[Search for users] [Overall Top Noters] [List of all Conferences] [Download this site]

Conference csc32::consolemanager

Title:POLYCENTER Console Manager
Notice:Kits, Scans, Docs on CSC32:: as PCM$KITS:,PCM$DOCS:, PCM$SCANS:
Moderator:CSC32::BUTTERWORTH
Created:Thu Aug 06 1992
Last Modified:Fri Jun 06 1997
Last Successful Update:Fri Jun 06 1997
Number of topics:1541
Total number of notes:6564

953.0. "PCM V1.6-110 various failures" by 42326::HEGARTYP (Virtually Real) Wed Aug 30 1995 05:52

    Hello PCMers,
    
    I have a customer who had the RWMBX problem on PCM V1.5, I was
    advised to send him the V1.6 and ECO kit which I have done and he has
    installed this (now on PCM V1.6-110), the RWMBX appears to be fixed but 
    he now reports many other problems which are making the PCM systems 
    (3 systems) almost unusable. Not all problems occur on all his PCM
    machines i.e. one might have two and another only one but he thinks the
    3 systems are set up the same.
    
    The problems are as follows and in his words, so hopefully someone
    understands what he is talking about:
                     
    o Event list and multi-line displays detach from ens (event list often
    reconnects then disconnects then...etc)
    
    o Event through a filter using multi-line dispatch, this does not always
    work. It seems to work once but when he closes the window it does not
    come back when new events occur (sometimes it does but mostly it
    doesn't)
    
    o The C3 interface often hangs completely, leaving just an empty
    window, i.e. the X-window fails to refresh at all. If he starts a new
    C3 session, it runs but the old one will not process window messages.
    
    o Some users get stack dumps when they try to connect to systems, the
    customer can reproduce this and he gets a process dump. Not all users
    see this even though from the VMS system, they are all set up the same.
    
    o He has problems with archiving, this is where a 'console archive all'
    command sometimes hangs when archiving some systems, whereas 'console
    archive x' does not hang!
    
    He says a reboot will clear all the above problems but then they all
    come back sooner or later. If anyone has seen these problems (if they
    are problems) before or knows how I can go about troubleshooting any of
    them I would be very grateful e.g. are there any specific quotas that
    should be checked? thanks in advance,
    
    Paul
    
    UK CSC
                      
T.RTitleUserPersonal
Name
DateLines
953.1more info on previous entry42326::HEGARTYPVirtually RealThu Aug 31 1995 10:29101
    Hi,
    
    the customer has just given me some more info. which is word for word
    if it is of any use:
    
       in case it helps, here is some additional information I have been
    able to locate. Also, I have found yet another problem with the C3
    program. I was running C3, stopped the console manager (CONS SHUT), all
    the C3 icons went grey, and then restarted the console manager. The
    icons eventually went back to white - and stayed white. Event though
    events were occuring (as confirmed by using 'monitor interface'), the
    icons did not change colour. I don't think that the eventlist received
    any events either. When I stopped and restarted C3 (and the eventlist)

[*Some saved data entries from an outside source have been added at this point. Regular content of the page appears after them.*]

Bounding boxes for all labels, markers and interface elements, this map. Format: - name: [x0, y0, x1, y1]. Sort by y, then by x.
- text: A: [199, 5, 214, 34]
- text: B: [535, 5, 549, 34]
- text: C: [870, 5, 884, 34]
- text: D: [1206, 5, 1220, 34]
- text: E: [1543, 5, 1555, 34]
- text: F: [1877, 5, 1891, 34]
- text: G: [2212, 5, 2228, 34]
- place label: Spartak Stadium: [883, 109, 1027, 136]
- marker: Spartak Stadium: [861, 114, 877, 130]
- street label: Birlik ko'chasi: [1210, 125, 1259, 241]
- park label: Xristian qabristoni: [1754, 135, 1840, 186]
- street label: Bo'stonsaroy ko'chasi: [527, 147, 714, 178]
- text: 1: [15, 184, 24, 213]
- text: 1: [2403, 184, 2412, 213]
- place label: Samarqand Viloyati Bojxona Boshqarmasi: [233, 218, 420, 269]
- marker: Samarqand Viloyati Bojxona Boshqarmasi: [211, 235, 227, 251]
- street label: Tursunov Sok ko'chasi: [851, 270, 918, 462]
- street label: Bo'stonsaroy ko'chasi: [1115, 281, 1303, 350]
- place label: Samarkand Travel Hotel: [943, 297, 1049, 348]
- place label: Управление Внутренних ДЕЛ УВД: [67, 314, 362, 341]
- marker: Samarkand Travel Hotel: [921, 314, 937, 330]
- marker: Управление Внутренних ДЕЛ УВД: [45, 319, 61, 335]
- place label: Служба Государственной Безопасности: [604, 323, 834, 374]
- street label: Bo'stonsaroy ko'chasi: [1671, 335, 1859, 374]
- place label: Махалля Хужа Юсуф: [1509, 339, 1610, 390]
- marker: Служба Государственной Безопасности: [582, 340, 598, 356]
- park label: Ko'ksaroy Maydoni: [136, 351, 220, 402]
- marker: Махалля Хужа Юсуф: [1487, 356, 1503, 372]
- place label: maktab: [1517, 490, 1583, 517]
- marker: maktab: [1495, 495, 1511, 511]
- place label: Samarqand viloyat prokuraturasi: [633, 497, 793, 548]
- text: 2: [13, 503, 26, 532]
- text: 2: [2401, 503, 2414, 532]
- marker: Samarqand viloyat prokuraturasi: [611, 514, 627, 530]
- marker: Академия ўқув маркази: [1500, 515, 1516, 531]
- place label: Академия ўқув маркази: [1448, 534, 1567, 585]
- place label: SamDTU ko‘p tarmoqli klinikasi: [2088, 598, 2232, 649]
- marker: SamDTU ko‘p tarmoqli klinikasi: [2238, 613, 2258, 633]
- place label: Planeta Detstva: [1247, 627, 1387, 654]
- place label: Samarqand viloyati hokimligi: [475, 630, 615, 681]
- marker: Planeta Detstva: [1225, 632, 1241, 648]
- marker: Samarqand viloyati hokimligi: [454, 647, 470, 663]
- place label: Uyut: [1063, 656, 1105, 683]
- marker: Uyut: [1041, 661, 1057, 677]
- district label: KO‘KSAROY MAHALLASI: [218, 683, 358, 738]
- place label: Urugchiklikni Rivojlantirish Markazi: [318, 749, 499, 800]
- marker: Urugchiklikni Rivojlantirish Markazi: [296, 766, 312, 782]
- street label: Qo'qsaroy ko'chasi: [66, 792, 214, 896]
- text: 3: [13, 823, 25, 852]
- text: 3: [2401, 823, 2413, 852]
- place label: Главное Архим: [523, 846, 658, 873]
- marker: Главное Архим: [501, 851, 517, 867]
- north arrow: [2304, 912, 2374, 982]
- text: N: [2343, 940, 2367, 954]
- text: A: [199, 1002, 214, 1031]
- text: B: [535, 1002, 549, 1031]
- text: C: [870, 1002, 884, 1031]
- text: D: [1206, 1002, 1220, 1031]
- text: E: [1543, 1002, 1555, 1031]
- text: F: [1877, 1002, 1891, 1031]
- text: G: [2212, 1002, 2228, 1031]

    all went back to how it was supposed to be.
    
    Anyway... having defined CONSOLE$DEBUG to be ENS, this is an extract
    from the file, CONSOLE$TMP:CONSOLE$ENS_DAEMON.LOG. It may suggest why
    the multi-line events stop working.
    
    ------
    CONSOLE$ENS_DAEMON: Event received from Source - PTools - DSK011
          Details are:
          S.No.     : 4236, 811 (277611307)
          Type      : 1
          System    : MISFS1
          SubSystem : Power Tools (Disk)
          Source    : Console
          Class     : Power Tools
          Info      : I/O operation rate is high for disk
        Posting event to Monitor : 1020400
        Posting event to C3      : 982264
       Sending to Action   : Multi-Line Window, Userdata : 132.146.146.54 0
    0 tcpip
        Finding suitable process name for action...
    Process name for action will be      : Multi-Line  001
    Eventport name for action will be    : Multi-Line__001
    Command file name for action will be : CONSOLE$TMP:Multi-Line__001.COM
    Log file name for action will be     : CONSOLE$TMP:Multi-Line__001.LOG
    CONSOLE$ENS_DAEMON: CMCreateEventListener Failed for event Port
    Multi-Line__001
    execute failed, removing running entry
        Finding suitable process name for action...

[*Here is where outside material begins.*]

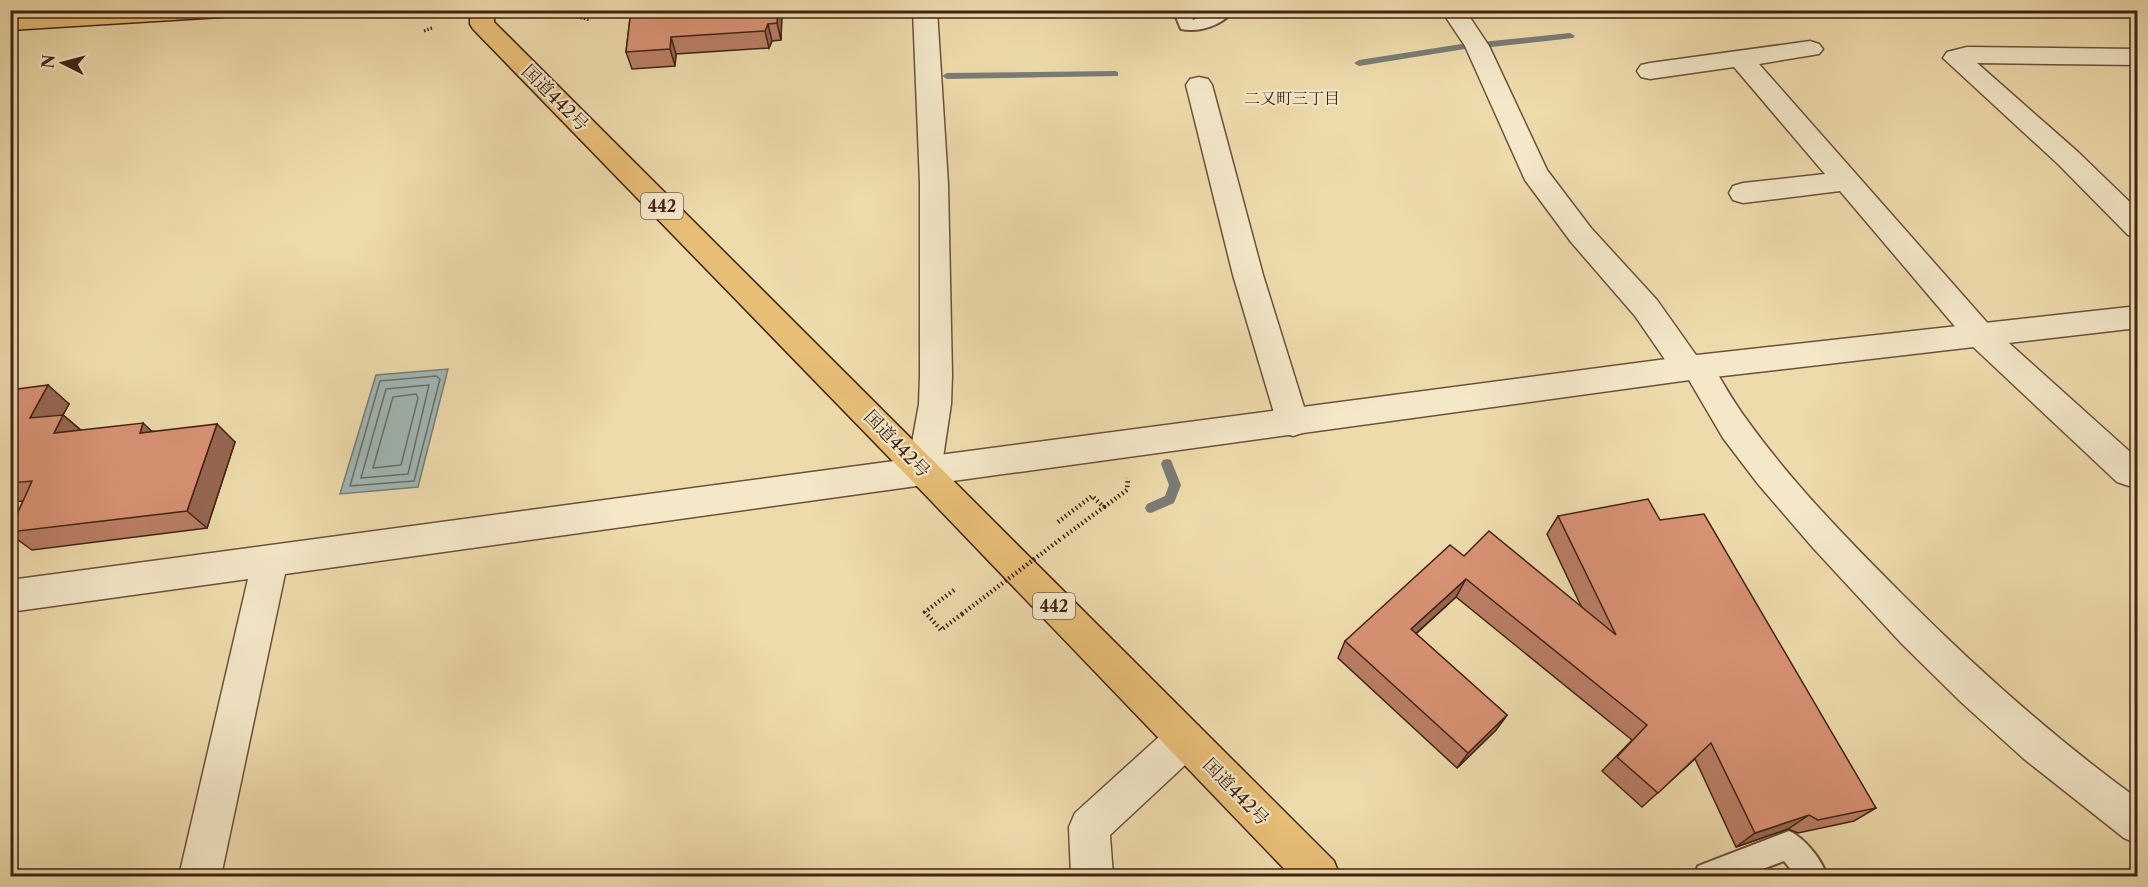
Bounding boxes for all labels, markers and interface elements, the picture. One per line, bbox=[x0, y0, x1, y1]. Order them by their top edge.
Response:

    Process name for action will be      : Multi-Line  001
    Eventport name for action will be    : Multi-Line__001
    Command file name for action will be : CONSOLE$TMP:Multi-Line__001.COM
    Log file name for action will be     : CONSOLE$TMP:Multi-Line__001.LOG
    CONSOLE$ENS_DAEMON: CMCreateEventListener Failed for event Port
    Multi-Line__001
    execute failed, removing running entry
       Sending to Action   : Multi-Line Window, Userdata : rtdvxt 0 0 tcpip
        Finding suitable process name for action...
    Process name for action will be      : Multi-Line  001
    Eventport name for action will be    : Multi-Line__001
    Command file name for action will be : CONSOLE$TMP:Multi-Line__001.COM
    Log file name for action will be     : CONSOLE$TMP:Multi-Line__001.LOG
    CONSOLE$ENS_DAEMON: CMCreateEventListener Failed for event Port
    Multi-Line__001
    execute failed, removing running entry
        Finding suitable process name for action...

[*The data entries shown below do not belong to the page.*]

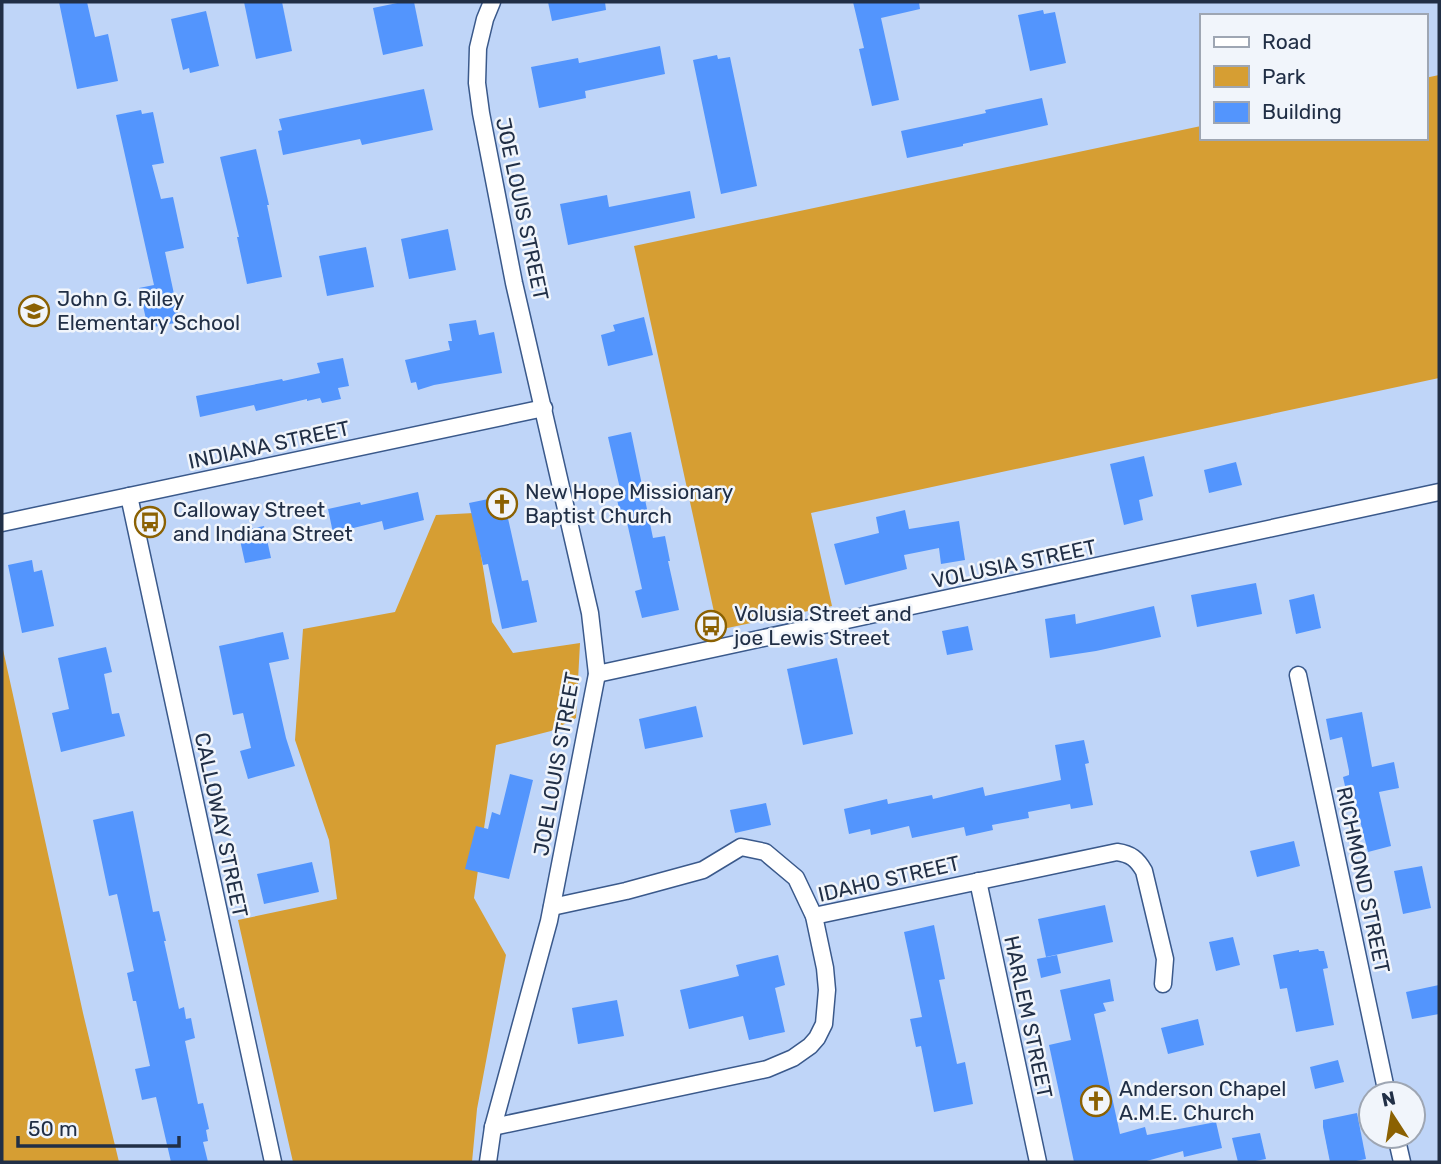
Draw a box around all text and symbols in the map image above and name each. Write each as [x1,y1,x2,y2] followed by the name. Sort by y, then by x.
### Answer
[1200,14,1427,140] legend
[1262,29,1312,54] text: Road
[1262,64,1306,89] text: Park
[1262,99,1342,124] text: Building
[491,115,554,303] street label: JOE LOUIS STREET
[57,286,240,335] place label: John G. Riley Elementary School
[17,294,51,328] school or university icon: John G. Riley Elementary School
[186,415,352,474] street label: INDIANA STREET
[525,479,734,528] place label: New Hope Missionary Baptist Church
[485,487,519,521] church icon: New Hope Missionary Baptist Church
[173,497,353,546] place label: Calloway Street and Indiana Street
[133,505,167,539] bus stop icon: Calloway Street and Indiana Street
[929,534,1098,593] street label: VOLUSIA STREET
[733,601,912,650] place label: Volusia Street and joe Lewis Street
[694,609,728,643] bus stop icon: Volusia Street and joe Lewis Street
[528,670,585,858] street label: JOE LOUIS STREET
[190,730,253,920] street label: CALLOWAY STREET
[1332,784,1395,975] street label: RICHMOND STREET
[816,850,962,907] street label: IDAHO STREET
[999,933,1058,1100] street label: HARLEM STREET
[1119,1076,1286,1125] place label: Anderson Chapel A.M.E. Church
[1357,1080,1427,1150] north arrow
[1079,1084,1113,1118] church icon: Anderson Chapel A.M.E. Church
[1379,1086,1398,1112] text: N
[18,1104,178,1148] scale bar
[28,1116,78,1141] text: 50 m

    Process name for action will be      : Multi-Line  001
    Eventport name for action will be    : Multi-Line__001
    Command file name for action will be : CONSOLE$TMP:Multi-Line__001.COM
    Log file name for action will be     : CONSOLE$TMP:Multi-Line__001.LOG
    CONSOLE$ENS_DAEMON: CMCreateEventListener Failed for event Port
    Multi-Line__001
    execute failed, removing running entry
        Finding suitable process name for action...
    Process name for action will be      : Multi-Line  001
    Eventport name for action will be    : Multi-Line__001
    Command file name for action will be : CONSOLE$TMP:Multi-Line__001.COM
    Log file name for action will be     : CONSOLE$TMP:Multi-Line__001.LOG
    CONSOLE$ENS_DAEMON: CMCreateEventListener Failed for event Port
    Multi-Line__001
    execute failed, removing running entry
       Sending to Action   : Multi-Line Window, Userdata : net5 0 0 tcpip
    CONSOLE$ENS_DAEMON: Event processing complete
    -----
    
    Also, as if we didn't have enough problems, I was monitoring the
    interface of one system, while having the eventlist in the background.
    At some point, while the monitor was running, it displayed (in the
    lower four lines of the display)...
    
    Read error on local socket ENS_MONITOR
    Event Notification Service not running, event update disabled
    
    This did not seem to effect the 'monitor interface' and the event list
    didn't say anything, but a short while after (2-3 mins), the event list
    came up with the 'connection lost' type error. I restarted PCM
    (CONSOLE$STARTUP) yesterday, and while the system WAS dropping (and
    remaking) the connection to ENS on a regular basis (every minute or
    so), it seems largely OK this morning.
    
    I will keep looking at various performance settings, but can't see
    anything being exhausted yet.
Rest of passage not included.